10月の総合消費者物価指数は下振れ、コア指数も前年比6.3%と9月の6.6%から減速、前月比でも0.3%に止まるなど6月を高値にインフレはピークアウトしつつある。内容的には財価格が下げた一方、サービス価格は帰属家賃を中心に高止まり、さらなるインフレ鎮静化には時間が必要。中間選挙では予想外に民主党が善戦、下院は共和党が過半数を獲得したが、上院の結果はジョージア州決選投票まで持ち越しとなる見込み。今後はねじれ議会の下、大統領権限で差配できる外交面での動きが注目される。

・欧州

独9月の鉱工業生産は、半導体需給の緩和と通貨安の恩恵により自動車がけん引し前月比プラスに転換、ユーロ圏9月の小売売上高も前月比プラスとなった。
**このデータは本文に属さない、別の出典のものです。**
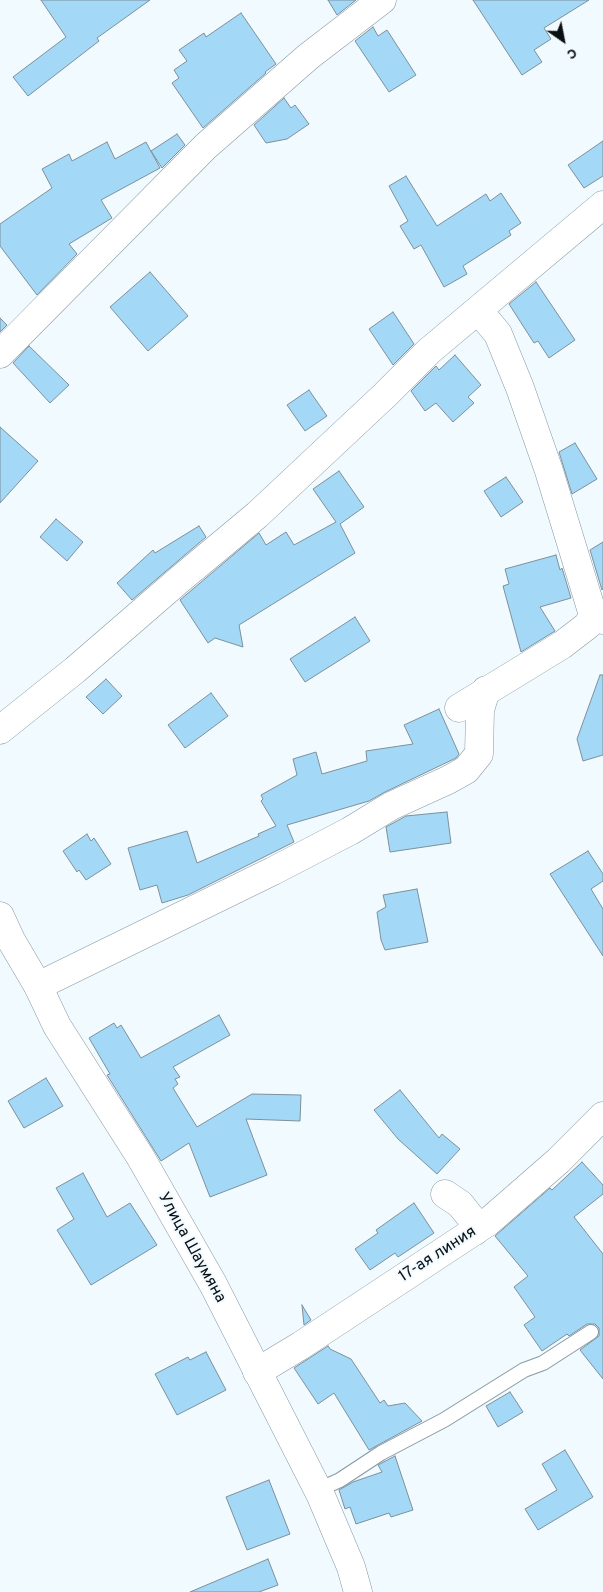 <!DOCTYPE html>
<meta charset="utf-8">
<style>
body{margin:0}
#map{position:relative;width:603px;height:1592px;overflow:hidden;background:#f1fafe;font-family:Overpass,sans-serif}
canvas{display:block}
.north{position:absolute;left:538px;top:15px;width:50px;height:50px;-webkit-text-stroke:4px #f1fafe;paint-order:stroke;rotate:147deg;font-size:14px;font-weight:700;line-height:20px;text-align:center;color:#090f13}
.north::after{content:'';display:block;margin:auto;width:18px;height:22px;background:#090f13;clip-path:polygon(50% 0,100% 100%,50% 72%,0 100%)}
</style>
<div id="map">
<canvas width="603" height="1592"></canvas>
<div class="north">С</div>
</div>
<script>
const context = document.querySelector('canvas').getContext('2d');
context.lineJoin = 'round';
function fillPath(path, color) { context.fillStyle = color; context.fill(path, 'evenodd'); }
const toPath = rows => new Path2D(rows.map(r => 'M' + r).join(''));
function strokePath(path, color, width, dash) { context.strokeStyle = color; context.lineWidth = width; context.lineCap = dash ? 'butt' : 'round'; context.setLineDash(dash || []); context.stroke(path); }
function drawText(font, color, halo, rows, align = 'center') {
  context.font = font + ' Overpass,sans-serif'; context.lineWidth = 4; context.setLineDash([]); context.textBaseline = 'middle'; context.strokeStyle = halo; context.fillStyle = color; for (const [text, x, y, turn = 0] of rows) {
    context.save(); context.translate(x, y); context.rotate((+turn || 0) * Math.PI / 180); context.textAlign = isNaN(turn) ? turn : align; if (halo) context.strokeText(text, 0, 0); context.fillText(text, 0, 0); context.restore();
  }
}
const building = toPath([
 [41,0,150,0,97,38,99,41,28,96,13,77,66,37,41,0],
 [328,0,356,0,337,15,328,0],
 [473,0,589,0,544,28,551,39,534,50,542,62,522,75,473,0],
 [241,13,276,64,265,72,266,73,203,128,172,83,179,78,174,70,187,61,179,50,204,33,206,37,241,13],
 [373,27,378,36,387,30,416,75,389,92,355,41,373,27],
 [284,98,291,108,295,105,309,124,287,139,266,143,254,125,284,98],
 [177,134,185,145,162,168,151,151,177,134],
 [603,141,603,176,584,188,568,165,603,141],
 [107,142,115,159,146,142,160,168,101,200,112,218,69,244,77,254,37,295,0,246,0,224,52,188,42,169,69,154,72,161,107,142],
 [406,176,437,226,486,194,490,201,501,193,521,223,509,231,511,235,463,266,467,274,444,287,421,245,414,249,400,226,408,221,389,186,406,176],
 [150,272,188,316,148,351,110,307,150,272],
 [536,282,575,340,549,358,538,341,534,343,509,304,536,282],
 [393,312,414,344,393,365,369,329,393,312],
 [0,318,7,325,0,332,0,318],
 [29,346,69,385,50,403,13,363,29,346],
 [455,355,481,385,468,397,474,403,453,422,436,403,425,411,411,391,436,366,439,370,455,355],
 [309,390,327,416,305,431,287,405,309,390],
 [0,427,38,461,0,503,0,427],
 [575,443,597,479,572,494,559,452,575,443],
 [339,471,364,507,340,524,355,553,239,625,243,647,215,638,208,643,180,600,259,533,266,545,286,532,294,545,336,522,313,489,339,471],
 [506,477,523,502,501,517,484,491,506,477],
 [56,519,83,542,67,561,40,537,56,519],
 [199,526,206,537,132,600,117,583,153,550,155,553,199,526],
 [603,542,603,589,602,590,590,550,603,542],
 [556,555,560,570,562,568,571,598,540,607,555,631,521,652,503,586,509,584,505,569,556,555],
 [355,617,370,641,305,682,290,659,355,617],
 [600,675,603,675,603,755,583,761,577,739,600,675],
 [106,679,122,696,103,714,86,697,106,679],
 [211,693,228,716,185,748,168,725,211,693],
 [439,709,459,754,456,758,385,792,369,801,287,825,294,842,188,895,162,903,157,885,140,890,128,848,187,831,197,863,259,836,258,834,276,826,261,801,263,799,261,795,297,775,293,759,316,752,322,774,367,761,366,751,413,744,404,725,439,709],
 [447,812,451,843,390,852,386,827,406,816,447,812],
 [87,834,91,841,94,838,111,864,86,880,79,870,77,872,63,851,87,834],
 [588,851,603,874,603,881,591,889,603,909,603,956,550,874,588,851],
 [417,889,428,942,385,950,381,940,377,912,386,907,383,895,417,889],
 [219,1015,230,1035,173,1067,180,1077,175,1079,178,1084,173,1088,197,1127,252,1094,301,1095,300,1121,246,1119,267,1175,210,1197,189,1143,161,1161,107,1075,110,1074,89,1038,114,1023,117,1028,121,1025,141,1058,219,1015],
 [46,1078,63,1106,24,1128,8,1101,46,1078],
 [400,1090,439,1138,442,1134,460,1149,437,1174,398,1139,374,1110,400,1090],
 [582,1162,603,1185,603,1194,574,1217,603,1254,603,1379,580,1350,599,1336,599,1328,595,1324,587,1324,569,1336,567,1334,542,1351,524,1325,535,1317,514,1287,528,1276,495,1236,550,1188,552,1190,582,1162],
 [83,1173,107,1217,130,1203,157,1245,91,1285,57,1230,74,1219,56,1188,83,1173],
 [414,1203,434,1233,398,1257,395,1253,370,1270,355,1249,378,1233,376,1230,414,1203],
 [302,1305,311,1320,304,1325,302,1305],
 [328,1346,330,1349,351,1359,380,1403,384,1400,388,1406,405,1403,422,1421,369,1450,334,1393,318,1404,294,1368,328,1346],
 [206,1352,226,1390,177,1415,155,1374,188,1357,190,1360,206,1352],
 [510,1392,523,1412,498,1427,486,1406,510,1392],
 [565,1450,593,1497,538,1530,525,1509,557,1490,542,1464,565,1450],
 [395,1456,413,1510,391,1517,389,1513,356,1524,350,1507,345,1509,339,1490,353,1482,382,1472,378,1465,395,1456],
 [269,1480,290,1534,247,1550,226,1497,269,1480],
 [268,1559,278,1585,259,1592,190,1592,268,1559]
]);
fillPath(building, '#a3d8f6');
strokePath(building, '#7d909b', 1);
const service = toPath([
 [318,1490,340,1480,381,1453,444,1420,524,1370,543,1363,591,1332]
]);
const minor = toPath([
 [479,311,498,334,520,388,549,471,593,615,603,620],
 [0,354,206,146,309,56,382,0],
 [459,708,562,645,588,625,593,615],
 [0,730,75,670,179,580,257,515,385,395,429,351,603,205],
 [38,986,273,871,350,831,391,806,448,780,466,770,479,754,480,710,486,690],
 [445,1194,460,1204,472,1219,475,1231],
 [257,1372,300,1346,488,1222,558,1161,603,1116]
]);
const tertiary = toPath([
 [0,916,11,940,38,986,57,1026,141,1158,213,1284,321,1496,351,1567,358,1592]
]);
strokePath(service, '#8699a4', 16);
strokePath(minor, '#8699a4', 29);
strokePath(tertiary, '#8699a4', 29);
strokePath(service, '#fff', 14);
strokePath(minor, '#fff', 28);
strokePath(tertiary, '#fff', 28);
drawText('16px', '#090f13', '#f1fafe', [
 ["Улица Шаумяна",191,1248,61],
 ["17-ая линия",438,1255,-33]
]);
</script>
EUはユーロ圏2022年度の成長率を3.2%と前回7月の2.6%から引き上げた一方、2023年度は0.3%と1.4%から下方修正した。欧州経済はインフレ進行に加え泥沼化するウクライナ情勢など多くの懸念材料を抱え、先行き厳しい状況にある。ロシアは戦略上の要衝ウクライナ南部へルソン地域から撤退に動くなど劣勢に見える一方、米国議会のねじれ状態、欧州主要国の政権交代などもあり、紛争長期化に伴う西側諸国のウクライナ支援の持続性が懸念される。

・日本

9月の景気指数は一致、先行ともに下振れ、一方で10月の景気ウォッチャー調査は先行きは下振れたものの現状DIは上振れ3ヶ月連続の改善となった。9月の現金給与総額は前年比2.1%と9ヶ月連続のプラス、6ヶ月平均で見ると1.57%と25年ぶりの上昇率となった。但し実質賃金を見ると前年比▲1.3%と欧米ほどではないがインフレには追い付いてない。9月の貿易収支は円安の影響もあり大幅赤字が続くが、米金利の低下を受け為替は一時138円台まで円高が進んだ。閣僚の相次ぐ実質更迭が続く岸田政権の支持率は低下中、今後はコロナ第8波の到来が懸念される中、政策の実行力が問われる。